The Harper government had a brief interest in the wait times issue in its early days, but lost interest fairly quickly, and has never been much interested in anything that would mean an active federal role in improving both the health and health care of Canadians.
Harper has been almost theological in “respecting” health as an exclusively provincial responsibility under the constitution. The Prime Minister and his colleagues have been none too reluctant to tread on the provinces’ toes when it fit their ideology, however. Take their job training or criminal justice initiatives, to cite just two examples.
While these two events were happening, the Harper government was pushing yet another massive omnibus budget implementation bill through Parliament. There’s a new Finance Minister, but we still have the same old anti-democratic Harper practices.

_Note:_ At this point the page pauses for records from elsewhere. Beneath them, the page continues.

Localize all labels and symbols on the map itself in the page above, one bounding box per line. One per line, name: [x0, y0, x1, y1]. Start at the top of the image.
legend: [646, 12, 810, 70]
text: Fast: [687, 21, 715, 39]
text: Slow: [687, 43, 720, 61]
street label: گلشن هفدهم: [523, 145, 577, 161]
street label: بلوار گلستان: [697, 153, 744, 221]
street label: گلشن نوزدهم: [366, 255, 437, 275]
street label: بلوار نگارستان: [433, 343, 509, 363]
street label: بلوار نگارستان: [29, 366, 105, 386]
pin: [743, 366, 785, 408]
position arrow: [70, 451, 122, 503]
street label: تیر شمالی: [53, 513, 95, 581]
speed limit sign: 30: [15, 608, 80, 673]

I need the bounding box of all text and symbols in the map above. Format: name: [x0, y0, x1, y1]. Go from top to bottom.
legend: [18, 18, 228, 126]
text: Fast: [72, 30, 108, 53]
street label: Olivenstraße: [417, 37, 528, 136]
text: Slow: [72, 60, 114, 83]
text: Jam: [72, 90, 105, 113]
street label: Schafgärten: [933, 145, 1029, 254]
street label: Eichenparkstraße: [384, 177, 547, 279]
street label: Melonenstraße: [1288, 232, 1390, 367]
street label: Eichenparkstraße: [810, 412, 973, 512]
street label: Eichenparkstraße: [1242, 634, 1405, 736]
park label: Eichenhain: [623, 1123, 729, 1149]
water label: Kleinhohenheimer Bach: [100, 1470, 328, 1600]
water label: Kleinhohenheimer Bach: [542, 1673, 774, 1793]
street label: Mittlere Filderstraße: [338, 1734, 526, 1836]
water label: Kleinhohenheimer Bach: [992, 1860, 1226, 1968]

And the Conservatives are proceeding apace with the Fair Elections Act despite the growing mountain of informed, non-partisan and honest criticism.
Paul Thomas of Winnipeg is another eminent Canadian who worked on the organization and management of elections who stepped up, on the evening of March 31, to tell Democratic Reform Minister Pierre Poilievre how to fix a flawed and dangerous piece of legislation.
In his presentation on Monday to the House Committee considering the Fair Elections Act, Thomas echoed the likes of Harry Neufeld, former chief electoral officer of British Columbia, and Canada’s former chief electoral officer, Jean-Pierre Kingsley (and many others), when he proposed a few key changes to the bill:
– do not disallow vouching
– allow the use of voter identification cards
– do not move the Commissioner of Elections out of Elections Canada
– give that Commissioner the right to compel testimony from recalcitrant witnesses
And Thomas added a new suggestion of his own.
He proposed that privacy laws should apply to political parties, which have been gleefully collecting massive piles of data on Canadians.
The highly respected Manitoba expert concluded his remarks to the Committee in this way:
Research in other countries indicates that political attacks on election agencies and partisan involvement with election administration weaken public trust and confidence in the integrity of the election process and this leads in turn to lower turnouts and weaker satisfaction with the voting experience. This should not happen in Canada which has one of the strongest reputations in the world for staging fair and free elections under the supervision of Elections Canada, the oldest independent and impartial national election body among established democracies.
All of the above is of little real importance on this day, March 31, 2014, however.
This is the day on which we all learned that Liberal Leader Justin Trudeau dropped an F-bomb and that über Harper loyalist Dimitri Soudas was forced from his job as executive director of the Conservative Party of Canada, a job he had only held since December.
Sleazy language in one case; sleazy backroom machinations in the other.
Of what importance is the fate of the planet, or even of Canadian democracy, in the face of that sort of earth-shattering news?